■ Exercise details
Find "translate:-50% -50%; white-space:nowrap;" and "display:flex; align-items:center; gap:8px;" in the records below. Copy the lines holding them and every line between, exactly, and no others.

━━━━━ Information given ━━━━━

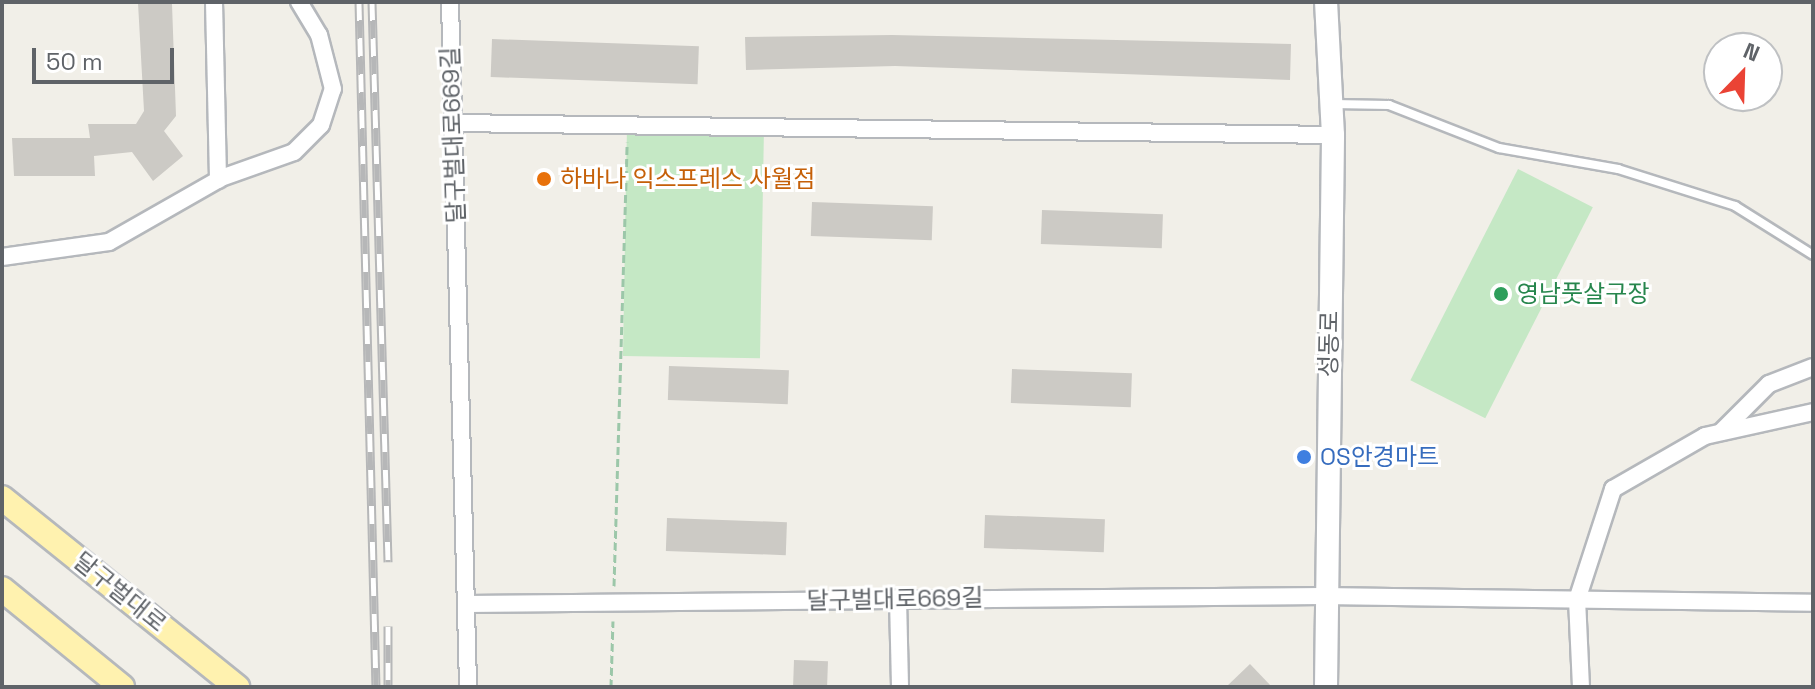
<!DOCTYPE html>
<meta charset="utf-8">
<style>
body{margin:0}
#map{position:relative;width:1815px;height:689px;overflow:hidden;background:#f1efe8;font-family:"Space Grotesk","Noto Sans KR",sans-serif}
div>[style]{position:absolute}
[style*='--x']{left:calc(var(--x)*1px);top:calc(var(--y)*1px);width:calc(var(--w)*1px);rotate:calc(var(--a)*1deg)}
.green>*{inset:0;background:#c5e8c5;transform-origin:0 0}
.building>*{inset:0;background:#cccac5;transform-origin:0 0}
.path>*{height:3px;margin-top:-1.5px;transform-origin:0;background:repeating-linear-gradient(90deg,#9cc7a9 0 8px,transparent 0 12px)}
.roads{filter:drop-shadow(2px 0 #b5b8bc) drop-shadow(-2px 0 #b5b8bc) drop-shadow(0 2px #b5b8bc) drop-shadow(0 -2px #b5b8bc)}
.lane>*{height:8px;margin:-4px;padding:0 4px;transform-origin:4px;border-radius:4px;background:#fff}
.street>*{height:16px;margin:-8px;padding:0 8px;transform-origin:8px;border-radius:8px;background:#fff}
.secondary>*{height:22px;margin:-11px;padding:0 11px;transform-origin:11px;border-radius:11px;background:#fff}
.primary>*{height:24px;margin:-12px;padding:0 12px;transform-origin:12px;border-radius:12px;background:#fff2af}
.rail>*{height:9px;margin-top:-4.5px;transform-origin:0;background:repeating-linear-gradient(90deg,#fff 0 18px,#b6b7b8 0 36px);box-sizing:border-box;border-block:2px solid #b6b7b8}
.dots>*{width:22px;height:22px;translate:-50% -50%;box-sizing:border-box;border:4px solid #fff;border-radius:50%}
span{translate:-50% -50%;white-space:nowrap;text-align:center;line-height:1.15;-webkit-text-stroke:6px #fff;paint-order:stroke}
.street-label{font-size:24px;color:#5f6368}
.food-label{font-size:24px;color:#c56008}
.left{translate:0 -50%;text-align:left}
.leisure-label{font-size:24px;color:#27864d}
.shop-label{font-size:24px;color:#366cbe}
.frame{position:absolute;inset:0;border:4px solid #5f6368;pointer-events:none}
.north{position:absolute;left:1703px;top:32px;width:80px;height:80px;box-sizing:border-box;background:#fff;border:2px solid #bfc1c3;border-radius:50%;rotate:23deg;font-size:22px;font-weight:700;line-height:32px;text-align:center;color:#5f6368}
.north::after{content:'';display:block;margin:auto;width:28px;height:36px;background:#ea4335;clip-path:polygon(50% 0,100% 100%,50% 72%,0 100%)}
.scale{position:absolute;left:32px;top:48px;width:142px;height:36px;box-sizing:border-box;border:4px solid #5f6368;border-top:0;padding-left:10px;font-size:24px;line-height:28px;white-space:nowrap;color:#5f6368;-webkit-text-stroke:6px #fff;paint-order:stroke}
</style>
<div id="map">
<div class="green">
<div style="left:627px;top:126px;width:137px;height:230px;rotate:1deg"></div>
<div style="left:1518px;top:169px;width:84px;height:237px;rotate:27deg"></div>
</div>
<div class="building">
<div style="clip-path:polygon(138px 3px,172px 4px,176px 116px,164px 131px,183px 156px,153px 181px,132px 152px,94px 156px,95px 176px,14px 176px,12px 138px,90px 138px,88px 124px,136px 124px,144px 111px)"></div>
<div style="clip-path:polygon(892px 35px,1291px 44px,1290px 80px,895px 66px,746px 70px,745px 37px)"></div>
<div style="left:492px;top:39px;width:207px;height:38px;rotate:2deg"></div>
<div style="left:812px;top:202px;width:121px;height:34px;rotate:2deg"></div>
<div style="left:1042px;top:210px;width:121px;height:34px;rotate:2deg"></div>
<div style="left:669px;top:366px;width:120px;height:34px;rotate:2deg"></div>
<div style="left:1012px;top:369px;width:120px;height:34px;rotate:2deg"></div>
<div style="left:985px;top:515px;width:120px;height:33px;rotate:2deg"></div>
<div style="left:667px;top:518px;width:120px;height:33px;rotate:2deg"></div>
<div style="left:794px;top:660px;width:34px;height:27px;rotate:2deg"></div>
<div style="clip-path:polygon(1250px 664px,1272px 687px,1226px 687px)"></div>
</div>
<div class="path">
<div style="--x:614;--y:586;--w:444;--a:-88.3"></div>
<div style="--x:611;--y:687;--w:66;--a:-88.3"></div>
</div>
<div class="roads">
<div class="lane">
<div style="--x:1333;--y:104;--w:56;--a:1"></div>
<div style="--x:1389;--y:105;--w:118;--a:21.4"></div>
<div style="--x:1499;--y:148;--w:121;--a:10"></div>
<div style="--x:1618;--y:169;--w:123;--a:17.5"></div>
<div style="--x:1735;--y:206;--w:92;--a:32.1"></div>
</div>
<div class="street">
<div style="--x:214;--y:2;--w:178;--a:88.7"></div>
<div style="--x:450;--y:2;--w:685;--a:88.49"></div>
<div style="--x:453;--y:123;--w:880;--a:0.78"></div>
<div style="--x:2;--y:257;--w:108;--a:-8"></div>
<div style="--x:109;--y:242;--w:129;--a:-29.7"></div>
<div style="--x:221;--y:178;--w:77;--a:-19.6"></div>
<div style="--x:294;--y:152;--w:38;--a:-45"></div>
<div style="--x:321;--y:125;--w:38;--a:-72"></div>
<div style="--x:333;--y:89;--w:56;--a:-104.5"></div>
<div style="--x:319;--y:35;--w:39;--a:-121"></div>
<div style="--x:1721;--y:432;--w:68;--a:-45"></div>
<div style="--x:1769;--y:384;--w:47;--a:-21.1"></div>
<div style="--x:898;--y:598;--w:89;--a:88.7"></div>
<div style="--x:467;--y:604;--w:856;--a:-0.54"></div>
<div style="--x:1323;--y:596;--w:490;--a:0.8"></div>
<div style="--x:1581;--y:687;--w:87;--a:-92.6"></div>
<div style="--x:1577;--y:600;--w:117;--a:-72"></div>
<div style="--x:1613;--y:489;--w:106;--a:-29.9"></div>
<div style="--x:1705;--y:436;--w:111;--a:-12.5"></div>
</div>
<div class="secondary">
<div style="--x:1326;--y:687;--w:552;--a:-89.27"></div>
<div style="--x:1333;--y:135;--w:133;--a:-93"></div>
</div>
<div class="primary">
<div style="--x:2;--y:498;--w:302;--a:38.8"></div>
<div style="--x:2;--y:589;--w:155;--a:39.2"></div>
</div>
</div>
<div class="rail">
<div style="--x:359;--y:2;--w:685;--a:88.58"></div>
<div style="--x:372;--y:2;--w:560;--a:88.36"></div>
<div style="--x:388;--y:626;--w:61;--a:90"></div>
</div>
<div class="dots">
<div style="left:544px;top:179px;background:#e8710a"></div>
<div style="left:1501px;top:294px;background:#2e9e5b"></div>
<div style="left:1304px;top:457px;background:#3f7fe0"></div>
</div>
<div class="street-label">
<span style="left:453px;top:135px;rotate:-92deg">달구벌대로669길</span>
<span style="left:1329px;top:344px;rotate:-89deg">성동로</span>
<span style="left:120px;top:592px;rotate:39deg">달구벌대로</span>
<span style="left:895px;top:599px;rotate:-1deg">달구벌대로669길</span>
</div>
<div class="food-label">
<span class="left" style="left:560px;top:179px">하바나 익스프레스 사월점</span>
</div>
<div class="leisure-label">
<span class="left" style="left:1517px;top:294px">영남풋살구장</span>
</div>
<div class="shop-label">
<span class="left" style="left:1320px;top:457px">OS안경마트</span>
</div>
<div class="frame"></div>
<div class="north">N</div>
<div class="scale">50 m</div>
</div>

━━━━━
━━━━━ Information given ━━━━━

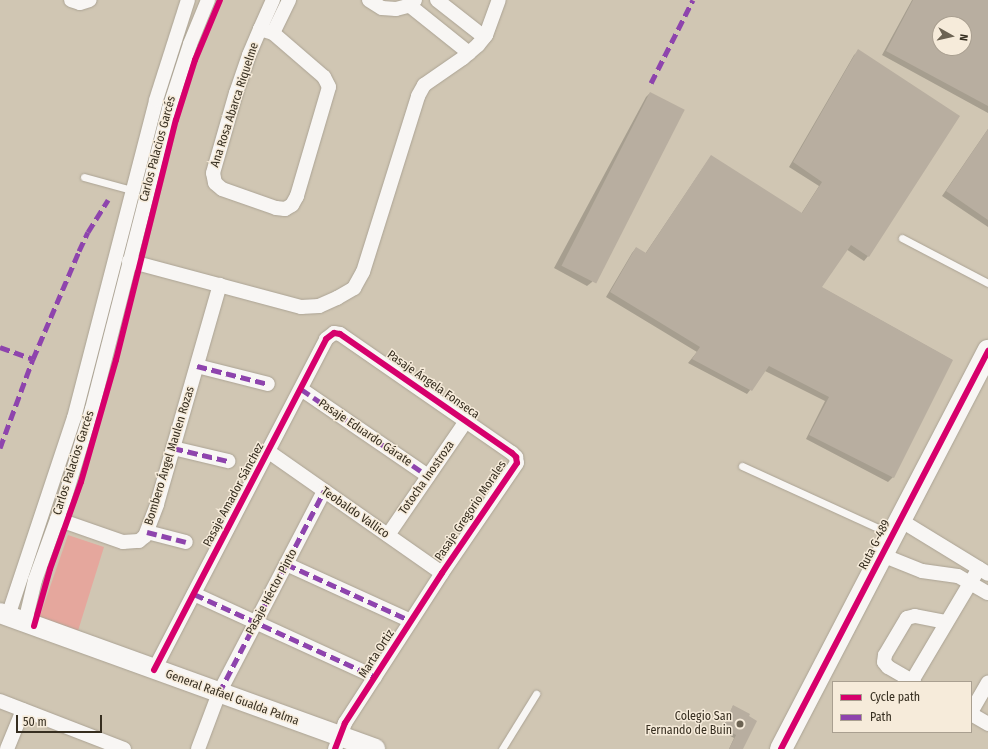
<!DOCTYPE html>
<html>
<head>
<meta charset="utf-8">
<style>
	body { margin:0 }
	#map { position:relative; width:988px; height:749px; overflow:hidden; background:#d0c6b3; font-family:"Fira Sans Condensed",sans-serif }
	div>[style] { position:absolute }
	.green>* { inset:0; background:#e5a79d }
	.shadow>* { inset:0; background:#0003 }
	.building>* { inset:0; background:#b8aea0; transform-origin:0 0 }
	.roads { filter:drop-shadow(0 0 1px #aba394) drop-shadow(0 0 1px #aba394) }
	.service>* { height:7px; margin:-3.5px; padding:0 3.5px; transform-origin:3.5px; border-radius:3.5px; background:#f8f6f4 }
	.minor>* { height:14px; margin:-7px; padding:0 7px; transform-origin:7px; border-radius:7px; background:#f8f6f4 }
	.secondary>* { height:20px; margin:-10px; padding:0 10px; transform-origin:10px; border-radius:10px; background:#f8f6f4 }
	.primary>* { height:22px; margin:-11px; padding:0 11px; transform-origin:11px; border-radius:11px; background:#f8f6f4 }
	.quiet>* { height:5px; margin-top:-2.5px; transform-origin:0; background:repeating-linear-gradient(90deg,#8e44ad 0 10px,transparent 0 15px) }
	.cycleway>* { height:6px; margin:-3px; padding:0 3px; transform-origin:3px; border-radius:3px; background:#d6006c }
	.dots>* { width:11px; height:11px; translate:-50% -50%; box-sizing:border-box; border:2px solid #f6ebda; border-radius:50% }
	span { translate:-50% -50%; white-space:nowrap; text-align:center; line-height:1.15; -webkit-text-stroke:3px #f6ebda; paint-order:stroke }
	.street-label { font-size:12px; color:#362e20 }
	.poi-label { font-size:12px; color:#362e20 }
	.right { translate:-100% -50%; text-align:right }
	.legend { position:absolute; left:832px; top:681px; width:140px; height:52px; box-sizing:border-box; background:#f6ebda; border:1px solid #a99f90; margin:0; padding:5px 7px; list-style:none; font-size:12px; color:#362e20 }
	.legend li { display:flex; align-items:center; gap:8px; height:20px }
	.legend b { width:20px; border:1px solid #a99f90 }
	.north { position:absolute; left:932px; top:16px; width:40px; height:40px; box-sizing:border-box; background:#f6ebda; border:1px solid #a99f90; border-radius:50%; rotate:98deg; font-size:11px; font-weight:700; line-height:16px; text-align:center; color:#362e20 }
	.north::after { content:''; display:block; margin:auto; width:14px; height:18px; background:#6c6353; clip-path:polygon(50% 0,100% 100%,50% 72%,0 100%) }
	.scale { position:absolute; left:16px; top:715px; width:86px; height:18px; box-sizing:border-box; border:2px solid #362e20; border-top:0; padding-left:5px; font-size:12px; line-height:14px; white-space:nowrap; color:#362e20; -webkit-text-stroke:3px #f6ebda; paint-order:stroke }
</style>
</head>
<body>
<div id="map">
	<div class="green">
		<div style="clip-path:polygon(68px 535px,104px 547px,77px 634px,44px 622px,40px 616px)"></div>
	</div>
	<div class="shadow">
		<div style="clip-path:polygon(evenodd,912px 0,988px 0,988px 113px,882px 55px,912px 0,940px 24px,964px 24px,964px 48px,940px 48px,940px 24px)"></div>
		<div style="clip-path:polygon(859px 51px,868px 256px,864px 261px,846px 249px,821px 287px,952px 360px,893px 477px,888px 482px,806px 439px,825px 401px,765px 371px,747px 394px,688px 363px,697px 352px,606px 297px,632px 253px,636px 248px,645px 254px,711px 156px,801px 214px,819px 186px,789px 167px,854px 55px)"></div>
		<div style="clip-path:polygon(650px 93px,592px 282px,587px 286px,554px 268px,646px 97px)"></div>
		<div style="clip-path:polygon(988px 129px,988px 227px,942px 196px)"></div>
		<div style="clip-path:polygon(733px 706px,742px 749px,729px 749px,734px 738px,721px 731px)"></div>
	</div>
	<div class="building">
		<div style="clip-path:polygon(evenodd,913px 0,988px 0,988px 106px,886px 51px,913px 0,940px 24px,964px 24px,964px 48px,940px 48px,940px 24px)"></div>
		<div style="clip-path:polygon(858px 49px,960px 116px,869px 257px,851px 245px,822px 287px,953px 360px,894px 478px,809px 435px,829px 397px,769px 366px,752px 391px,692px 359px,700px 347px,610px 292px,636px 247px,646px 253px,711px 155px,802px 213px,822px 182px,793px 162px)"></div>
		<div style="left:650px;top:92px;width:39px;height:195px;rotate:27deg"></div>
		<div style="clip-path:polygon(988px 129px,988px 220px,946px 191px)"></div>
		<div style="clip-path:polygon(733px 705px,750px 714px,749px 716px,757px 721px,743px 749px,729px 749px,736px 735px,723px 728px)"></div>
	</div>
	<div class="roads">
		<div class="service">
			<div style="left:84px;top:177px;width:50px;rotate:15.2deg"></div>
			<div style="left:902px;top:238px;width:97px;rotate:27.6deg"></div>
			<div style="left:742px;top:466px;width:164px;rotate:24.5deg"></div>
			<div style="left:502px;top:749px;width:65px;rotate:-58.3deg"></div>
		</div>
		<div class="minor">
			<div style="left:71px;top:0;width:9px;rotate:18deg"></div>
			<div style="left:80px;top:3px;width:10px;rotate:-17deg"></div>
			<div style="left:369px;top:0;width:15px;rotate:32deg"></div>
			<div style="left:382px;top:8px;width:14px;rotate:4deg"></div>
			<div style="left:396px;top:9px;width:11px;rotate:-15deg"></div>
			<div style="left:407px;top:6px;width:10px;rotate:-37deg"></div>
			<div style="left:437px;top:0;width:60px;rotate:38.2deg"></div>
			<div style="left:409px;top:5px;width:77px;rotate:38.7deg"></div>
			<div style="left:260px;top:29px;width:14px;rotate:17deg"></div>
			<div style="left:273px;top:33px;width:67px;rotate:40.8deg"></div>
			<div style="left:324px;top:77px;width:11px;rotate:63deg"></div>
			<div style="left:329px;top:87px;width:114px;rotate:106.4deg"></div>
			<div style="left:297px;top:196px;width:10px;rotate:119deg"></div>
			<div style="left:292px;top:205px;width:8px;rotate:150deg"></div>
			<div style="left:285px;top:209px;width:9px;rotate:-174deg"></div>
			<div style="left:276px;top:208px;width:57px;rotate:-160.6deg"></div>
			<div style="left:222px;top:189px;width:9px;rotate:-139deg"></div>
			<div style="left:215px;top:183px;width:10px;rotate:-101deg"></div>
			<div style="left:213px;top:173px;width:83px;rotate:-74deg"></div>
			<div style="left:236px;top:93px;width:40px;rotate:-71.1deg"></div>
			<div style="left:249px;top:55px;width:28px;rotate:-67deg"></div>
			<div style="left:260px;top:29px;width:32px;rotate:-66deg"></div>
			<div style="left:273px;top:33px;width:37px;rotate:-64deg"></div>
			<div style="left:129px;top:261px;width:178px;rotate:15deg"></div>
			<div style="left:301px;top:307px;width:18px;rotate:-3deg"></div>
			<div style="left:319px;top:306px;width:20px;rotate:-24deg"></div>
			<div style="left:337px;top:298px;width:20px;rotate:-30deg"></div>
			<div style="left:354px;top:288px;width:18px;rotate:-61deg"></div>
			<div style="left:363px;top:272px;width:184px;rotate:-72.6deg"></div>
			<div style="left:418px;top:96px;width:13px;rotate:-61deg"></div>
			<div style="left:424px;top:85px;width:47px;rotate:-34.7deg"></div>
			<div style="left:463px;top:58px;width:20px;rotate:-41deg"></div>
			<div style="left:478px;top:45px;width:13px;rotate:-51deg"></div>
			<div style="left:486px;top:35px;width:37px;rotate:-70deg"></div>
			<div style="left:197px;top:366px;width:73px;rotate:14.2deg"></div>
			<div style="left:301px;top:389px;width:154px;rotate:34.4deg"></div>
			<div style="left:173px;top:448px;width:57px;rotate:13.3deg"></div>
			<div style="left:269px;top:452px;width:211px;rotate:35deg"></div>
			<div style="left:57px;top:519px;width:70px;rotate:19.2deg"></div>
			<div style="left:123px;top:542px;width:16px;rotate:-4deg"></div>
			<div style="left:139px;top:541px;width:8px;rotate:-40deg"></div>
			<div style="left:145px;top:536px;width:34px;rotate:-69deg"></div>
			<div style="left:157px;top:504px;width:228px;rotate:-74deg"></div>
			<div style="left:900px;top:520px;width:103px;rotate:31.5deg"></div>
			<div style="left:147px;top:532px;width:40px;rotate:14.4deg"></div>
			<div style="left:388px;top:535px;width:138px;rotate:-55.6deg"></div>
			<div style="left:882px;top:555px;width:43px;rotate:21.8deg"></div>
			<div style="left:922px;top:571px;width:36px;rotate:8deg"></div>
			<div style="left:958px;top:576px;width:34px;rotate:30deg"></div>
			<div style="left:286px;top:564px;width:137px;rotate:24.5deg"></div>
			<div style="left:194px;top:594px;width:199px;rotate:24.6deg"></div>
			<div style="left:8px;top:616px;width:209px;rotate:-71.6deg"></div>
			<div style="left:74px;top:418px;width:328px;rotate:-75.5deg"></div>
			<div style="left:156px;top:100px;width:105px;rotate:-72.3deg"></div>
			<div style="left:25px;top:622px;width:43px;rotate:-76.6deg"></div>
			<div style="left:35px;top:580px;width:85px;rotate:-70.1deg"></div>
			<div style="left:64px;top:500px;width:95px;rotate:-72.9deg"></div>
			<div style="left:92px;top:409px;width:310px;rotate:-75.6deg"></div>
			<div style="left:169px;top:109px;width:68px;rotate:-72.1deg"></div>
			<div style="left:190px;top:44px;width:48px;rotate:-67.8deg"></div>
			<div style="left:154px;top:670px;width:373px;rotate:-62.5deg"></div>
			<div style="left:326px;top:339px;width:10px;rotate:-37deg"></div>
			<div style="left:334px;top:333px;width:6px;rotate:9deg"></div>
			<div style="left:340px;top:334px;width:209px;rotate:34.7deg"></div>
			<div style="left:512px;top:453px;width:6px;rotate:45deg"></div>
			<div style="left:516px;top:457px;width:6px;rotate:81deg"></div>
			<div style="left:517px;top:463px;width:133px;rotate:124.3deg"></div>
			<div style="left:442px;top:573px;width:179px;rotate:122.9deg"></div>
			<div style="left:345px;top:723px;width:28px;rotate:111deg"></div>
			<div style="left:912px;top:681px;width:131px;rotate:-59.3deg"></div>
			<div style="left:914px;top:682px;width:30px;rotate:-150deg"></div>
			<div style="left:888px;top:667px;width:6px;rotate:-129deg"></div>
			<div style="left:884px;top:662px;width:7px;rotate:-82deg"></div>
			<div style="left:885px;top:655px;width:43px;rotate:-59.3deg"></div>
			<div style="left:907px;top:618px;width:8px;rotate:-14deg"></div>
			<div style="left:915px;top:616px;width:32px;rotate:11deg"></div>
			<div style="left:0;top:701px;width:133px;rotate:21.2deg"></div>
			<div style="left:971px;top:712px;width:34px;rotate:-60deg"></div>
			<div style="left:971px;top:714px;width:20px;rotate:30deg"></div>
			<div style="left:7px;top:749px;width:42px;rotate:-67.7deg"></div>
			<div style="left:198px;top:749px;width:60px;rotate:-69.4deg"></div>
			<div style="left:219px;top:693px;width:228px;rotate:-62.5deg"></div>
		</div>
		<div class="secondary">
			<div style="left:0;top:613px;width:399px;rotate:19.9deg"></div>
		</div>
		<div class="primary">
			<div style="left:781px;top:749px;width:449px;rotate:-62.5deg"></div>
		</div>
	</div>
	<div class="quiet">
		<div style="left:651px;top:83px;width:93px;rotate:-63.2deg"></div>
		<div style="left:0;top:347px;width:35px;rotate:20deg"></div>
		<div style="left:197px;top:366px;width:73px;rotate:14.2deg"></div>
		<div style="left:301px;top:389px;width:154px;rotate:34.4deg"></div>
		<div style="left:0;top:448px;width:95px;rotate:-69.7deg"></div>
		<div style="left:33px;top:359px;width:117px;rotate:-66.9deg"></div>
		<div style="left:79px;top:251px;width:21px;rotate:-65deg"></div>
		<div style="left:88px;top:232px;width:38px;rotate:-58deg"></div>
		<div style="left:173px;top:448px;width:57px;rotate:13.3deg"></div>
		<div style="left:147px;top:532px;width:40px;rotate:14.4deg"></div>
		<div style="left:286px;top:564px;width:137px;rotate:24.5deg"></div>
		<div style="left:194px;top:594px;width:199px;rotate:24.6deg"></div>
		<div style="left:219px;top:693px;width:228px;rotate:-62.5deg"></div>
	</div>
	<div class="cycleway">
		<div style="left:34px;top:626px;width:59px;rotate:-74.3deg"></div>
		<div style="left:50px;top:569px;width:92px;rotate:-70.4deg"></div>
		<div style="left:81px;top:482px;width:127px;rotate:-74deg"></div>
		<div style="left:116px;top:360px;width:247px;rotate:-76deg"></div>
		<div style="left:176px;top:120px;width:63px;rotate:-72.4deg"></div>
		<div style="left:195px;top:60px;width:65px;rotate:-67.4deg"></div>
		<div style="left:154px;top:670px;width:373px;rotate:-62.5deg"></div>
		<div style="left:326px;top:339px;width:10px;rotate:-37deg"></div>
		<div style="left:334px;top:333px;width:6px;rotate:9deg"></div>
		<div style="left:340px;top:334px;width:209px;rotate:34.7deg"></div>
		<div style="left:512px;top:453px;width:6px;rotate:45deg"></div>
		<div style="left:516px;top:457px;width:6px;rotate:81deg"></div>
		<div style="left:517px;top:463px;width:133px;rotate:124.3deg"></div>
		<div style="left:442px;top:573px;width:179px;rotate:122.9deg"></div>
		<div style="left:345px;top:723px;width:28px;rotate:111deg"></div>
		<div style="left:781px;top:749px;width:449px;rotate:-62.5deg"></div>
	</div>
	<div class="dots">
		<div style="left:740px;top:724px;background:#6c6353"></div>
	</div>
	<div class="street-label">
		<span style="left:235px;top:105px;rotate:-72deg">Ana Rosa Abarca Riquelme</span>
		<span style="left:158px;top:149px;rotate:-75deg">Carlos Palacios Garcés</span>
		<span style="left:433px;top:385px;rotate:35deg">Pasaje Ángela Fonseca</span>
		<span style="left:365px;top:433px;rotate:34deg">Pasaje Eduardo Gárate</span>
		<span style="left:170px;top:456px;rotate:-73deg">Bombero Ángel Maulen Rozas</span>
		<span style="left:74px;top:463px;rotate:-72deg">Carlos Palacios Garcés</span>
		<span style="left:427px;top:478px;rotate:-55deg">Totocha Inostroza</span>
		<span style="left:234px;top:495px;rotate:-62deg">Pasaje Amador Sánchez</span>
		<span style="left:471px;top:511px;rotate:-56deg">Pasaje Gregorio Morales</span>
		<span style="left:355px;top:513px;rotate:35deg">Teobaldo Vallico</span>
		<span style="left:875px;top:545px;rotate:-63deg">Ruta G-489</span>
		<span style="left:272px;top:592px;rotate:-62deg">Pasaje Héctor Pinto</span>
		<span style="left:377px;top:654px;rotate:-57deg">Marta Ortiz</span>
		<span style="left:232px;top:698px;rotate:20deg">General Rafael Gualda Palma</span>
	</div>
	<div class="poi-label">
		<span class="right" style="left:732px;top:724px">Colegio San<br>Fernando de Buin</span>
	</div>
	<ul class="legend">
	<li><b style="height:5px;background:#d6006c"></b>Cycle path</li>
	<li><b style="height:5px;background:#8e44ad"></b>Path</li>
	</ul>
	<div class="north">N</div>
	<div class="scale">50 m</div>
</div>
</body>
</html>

━━━━━

■ Solution for this problem
	span { translate:-50% -50%; white-space:nowrap; text-align:center; line-height:1.15; -webkit-text-stroke:3px #f6ebda; paint-order:stroke }
	.street-label { font-size:12px; color:#362e20 }
	.poi-label { font-size:12px; color:#362e20 }
	.right { translate:-100% -50%; text-align:right }
	.legend { position:absolute; left:832px; top:681px; width:140px; height:52px; box-sizing:border-box; background:#f6ebda; border:1px solid #a99f90; margin:0; padding:5px 7px; list-style:none; font-size:12px; color:#362e20 }
	.legend li { display:flex; align-items:center; gap:8px; height:20px }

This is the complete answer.